Retour sur «COVID-19 : des réponses à vos questions»

Vaccination obligatoire : Inquiétudes en RPA

La vaccination obligatoire des intervenants du réseau de la santé menace de faire mal aux résidences privées pour personnes âgées. Avec environ 20% des 40 000 employés qui pourraient ne pas être vaccinés au 15 octobre, le Regroupement québécois des résidences pour aînés redoute des ruptures de services. «Ça va être extrêmement difficile», ne cache pas le président, Yves Desjardins.

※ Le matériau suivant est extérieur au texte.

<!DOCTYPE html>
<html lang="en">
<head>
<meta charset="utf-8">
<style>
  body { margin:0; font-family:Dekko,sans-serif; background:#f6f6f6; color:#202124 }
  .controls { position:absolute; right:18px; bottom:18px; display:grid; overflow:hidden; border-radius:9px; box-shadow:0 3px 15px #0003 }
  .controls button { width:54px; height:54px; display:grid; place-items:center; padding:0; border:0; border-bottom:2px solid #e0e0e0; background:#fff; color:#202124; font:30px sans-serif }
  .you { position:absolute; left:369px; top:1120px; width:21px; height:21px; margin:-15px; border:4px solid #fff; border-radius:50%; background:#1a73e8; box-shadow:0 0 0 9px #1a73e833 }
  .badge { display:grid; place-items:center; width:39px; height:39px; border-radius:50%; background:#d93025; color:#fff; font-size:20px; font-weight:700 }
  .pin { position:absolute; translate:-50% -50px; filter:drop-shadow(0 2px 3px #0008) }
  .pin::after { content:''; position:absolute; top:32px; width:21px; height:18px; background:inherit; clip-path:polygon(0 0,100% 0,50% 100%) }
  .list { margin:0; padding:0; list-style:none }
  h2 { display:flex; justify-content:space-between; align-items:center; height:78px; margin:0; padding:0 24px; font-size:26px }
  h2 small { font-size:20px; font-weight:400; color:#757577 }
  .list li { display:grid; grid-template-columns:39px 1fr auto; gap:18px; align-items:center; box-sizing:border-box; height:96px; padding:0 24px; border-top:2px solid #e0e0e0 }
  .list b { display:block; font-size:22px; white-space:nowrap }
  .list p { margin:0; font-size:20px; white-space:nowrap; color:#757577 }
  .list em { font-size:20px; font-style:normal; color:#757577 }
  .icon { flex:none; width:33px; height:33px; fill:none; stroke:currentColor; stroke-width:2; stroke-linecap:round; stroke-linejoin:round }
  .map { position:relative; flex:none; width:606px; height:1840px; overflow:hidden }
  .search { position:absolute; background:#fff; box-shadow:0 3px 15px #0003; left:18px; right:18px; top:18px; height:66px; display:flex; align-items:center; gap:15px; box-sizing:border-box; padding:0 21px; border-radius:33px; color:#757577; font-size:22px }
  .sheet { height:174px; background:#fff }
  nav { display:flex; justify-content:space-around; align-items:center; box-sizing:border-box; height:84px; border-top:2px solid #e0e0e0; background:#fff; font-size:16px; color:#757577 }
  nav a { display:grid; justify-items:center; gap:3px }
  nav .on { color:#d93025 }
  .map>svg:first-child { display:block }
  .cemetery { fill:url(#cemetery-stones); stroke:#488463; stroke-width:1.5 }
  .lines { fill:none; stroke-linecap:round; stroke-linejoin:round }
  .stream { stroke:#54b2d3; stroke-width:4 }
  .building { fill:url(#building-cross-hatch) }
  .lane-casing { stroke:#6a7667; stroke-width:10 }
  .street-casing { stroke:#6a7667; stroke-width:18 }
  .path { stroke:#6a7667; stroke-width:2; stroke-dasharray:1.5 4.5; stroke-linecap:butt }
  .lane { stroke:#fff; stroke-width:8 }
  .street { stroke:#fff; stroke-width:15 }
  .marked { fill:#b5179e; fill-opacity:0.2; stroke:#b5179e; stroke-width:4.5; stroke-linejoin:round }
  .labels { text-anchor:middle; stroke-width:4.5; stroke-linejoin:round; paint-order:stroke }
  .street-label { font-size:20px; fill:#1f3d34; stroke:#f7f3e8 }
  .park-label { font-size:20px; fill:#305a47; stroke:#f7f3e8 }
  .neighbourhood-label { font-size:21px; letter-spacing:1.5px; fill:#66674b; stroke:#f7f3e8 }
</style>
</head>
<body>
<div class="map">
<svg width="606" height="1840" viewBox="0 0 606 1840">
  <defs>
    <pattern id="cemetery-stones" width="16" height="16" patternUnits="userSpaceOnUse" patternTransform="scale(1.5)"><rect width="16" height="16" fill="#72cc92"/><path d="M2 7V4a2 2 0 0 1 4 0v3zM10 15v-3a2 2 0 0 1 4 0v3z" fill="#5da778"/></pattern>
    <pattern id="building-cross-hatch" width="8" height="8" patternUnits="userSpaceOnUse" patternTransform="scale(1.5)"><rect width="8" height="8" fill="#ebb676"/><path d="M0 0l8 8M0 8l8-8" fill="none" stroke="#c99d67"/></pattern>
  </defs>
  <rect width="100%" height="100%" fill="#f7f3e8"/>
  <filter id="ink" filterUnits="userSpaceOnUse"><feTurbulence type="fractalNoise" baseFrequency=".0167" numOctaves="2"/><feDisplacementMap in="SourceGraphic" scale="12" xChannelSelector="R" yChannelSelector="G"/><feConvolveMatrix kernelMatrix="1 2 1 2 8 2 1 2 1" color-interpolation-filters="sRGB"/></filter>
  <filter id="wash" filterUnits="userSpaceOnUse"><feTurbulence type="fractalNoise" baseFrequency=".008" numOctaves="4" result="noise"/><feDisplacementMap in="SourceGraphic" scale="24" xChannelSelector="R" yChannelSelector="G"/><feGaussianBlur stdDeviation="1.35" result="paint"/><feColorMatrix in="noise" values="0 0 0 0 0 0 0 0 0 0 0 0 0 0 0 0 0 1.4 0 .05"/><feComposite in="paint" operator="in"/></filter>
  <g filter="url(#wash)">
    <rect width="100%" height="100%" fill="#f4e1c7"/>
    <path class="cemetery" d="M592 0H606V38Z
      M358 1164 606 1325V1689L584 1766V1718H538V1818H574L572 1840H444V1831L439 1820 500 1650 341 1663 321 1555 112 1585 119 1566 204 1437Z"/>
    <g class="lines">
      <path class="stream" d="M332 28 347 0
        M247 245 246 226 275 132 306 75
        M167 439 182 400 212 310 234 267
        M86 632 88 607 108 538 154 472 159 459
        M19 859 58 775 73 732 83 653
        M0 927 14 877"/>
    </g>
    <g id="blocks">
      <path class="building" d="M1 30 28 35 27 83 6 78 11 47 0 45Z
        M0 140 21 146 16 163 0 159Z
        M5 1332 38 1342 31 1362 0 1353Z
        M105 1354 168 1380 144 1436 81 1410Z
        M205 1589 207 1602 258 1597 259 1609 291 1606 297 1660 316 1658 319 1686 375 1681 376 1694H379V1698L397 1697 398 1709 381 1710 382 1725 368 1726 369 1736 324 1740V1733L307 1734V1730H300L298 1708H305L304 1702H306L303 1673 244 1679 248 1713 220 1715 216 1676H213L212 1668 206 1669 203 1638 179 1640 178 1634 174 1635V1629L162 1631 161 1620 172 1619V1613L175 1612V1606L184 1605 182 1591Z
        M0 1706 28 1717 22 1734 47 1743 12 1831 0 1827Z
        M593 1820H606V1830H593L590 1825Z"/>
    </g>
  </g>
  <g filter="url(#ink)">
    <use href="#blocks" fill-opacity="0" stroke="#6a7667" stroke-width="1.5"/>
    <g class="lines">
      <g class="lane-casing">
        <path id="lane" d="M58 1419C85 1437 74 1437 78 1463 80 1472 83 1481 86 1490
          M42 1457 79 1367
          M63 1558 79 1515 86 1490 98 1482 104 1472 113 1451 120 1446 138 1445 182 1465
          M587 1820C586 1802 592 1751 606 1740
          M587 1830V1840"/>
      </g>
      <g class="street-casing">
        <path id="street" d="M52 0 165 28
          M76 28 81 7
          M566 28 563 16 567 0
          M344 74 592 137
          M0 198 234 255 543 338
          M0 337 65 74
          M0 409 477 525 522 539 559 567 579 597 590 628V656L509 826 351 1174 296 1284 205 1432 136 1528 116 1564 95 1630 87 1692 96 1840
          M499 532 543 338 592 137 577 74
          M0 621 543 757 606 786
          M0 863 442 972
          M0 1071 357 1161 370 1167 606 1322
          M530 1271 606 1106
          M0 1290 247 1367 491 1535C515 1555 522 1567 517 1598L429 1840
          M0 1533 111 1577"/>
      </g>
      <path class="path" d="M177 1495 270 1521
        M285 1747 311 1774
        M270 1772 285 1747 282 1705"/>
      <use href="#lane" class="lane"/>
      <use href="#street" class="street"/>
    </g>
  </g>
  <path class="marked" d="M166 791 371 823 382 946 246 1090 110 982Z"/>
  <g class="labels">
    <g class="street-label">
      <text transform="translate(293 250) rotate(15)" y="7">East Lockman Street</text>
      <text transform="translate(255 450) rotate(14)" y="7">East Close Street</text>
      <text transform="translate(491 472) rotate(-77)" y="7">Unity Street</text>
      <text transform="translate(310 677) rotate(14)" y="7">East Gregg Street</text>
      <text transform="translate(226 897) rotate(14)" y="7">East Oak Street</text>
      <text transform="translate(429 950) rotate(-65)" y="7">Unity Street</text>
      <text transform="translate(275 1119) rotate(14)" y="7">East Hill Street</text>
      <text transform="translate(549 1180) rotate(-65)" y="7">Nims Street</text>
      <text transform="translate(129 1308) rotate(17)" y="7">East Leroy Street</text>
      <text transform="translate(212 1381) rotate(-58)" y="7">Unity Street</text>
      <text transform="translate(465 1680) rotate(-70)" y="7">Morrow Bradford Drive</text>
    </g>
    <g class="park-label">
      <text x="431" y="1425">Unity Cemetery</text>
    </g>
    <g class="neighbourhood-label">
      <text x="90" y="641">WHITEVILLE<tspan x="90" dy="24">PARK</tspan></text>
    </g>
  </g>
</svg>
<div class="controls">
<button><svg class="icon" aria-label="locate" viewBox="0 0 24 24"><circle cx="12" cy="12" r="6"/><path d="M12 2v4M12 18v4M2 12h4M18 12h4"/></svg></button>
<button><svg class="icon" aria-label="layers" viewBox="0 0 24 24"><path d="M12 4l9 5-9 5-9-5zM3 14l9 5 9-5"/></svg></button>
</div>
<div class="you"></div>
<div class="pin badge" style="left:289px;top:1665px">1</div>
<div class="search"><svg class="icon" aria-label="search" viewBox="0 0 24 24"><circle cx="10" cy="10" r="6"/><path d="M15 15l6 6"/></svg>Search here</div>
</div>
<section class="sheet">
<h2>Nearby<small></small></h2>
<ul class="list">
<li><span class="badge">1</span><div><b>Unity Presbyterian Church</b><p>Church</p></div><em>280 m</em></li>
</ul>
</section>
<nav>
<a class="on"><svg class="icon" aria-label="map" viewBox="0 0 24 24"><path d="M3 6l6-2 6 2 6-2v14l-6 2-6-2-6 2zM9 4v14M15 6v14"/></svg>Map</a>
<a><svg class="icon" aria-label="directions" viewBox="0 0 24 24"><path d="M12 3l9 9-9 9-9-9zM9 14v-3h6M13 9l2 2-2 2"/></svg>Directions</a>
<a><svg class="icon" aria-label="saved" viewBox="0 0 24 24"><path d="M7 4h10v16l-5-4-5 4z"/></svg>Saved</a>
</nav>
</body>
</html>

Qu’importe la région, qu’importe qu’il s’agisse d’un petit, d’un moyen ou d’un grand établissement, plusieurs résidences font déjà face à des pénuries de main-d’œuvre dans plusieurs secteurs. Des soins aux services d’alimentation, les bras manquent. La vaccination obligatoire des travailleurs, anticipe-t-on, les mettra encore davantage à mal.

Sans disposer de chiffres officiels du ministère de la Santé et des Services sociaux sur le taux de couverture vaccinale des employés, le RQRA estime qu’environ 8000 des 40 000 travailleurs visés par le décret gouvernemental pourraient ne pas être vaccinés adéquatement à la date prévue du 15 octobre prochain.

Craignant que «ça coince» pour eux, des propriétaires font appel au regroupement, car ils peinent à faire des «choix déchirants». À deux semaines de la date butoir, la question que se posent certains est «est-ce que je vais laisser mes aînés sans services ou je vais défier le décret?» rapporte avec désolation le président, Yves Desjardins.

«Bris de services» anticipés

Les membres qu’il représente ont «tellement de cœur», ils ne voudront pas couper les services à leurs usagers. Dans quelques cas, ils font toutefois face à un difficile constat: les «bris de services» sont imminents.

«On doit déposer un plan de contingence dans les prochains jours, mais on n’en a pas de solutions de rechange. Normalement, en cas de bris de service, on fait appel aux CISSS et CIUSSS, on s’entraide. Mais ce coup-ci, ils vont prioriser le réseau de la santé qui ne peut pas aider les autres quand il ne peut pas s’aider lui-même», mentionne le président de l’organisation.

Le coup promet d’être d’autant plus dur dans plusieurs petites résidences de moins de cinquante unités – il y en a plus d’un millier au Québec – là où les salariés sont généralement très peu nombreux en temps normal. Souvent, les membres d’une même famille s’entraident entre eux.

«Il va falloir trouver des moyens, c’est tout, c’est ce qu’on s’est fait répondre. On a déposé un mémoire en commission parlementaire pour dire qu’on risquait des bris de services. Rien n’y fait, le décret va s’appliquer à compter du 15 octobre.»

Éclosions et augmentation des cas

Le RQRA, alimenté par la demande de membres, a d’ailleurs questionné le gouvernement du Québec, tâtant la possibilité d’accorder un délai supplémentaire aux résidences pour aînés qui font face à des ruptures de services.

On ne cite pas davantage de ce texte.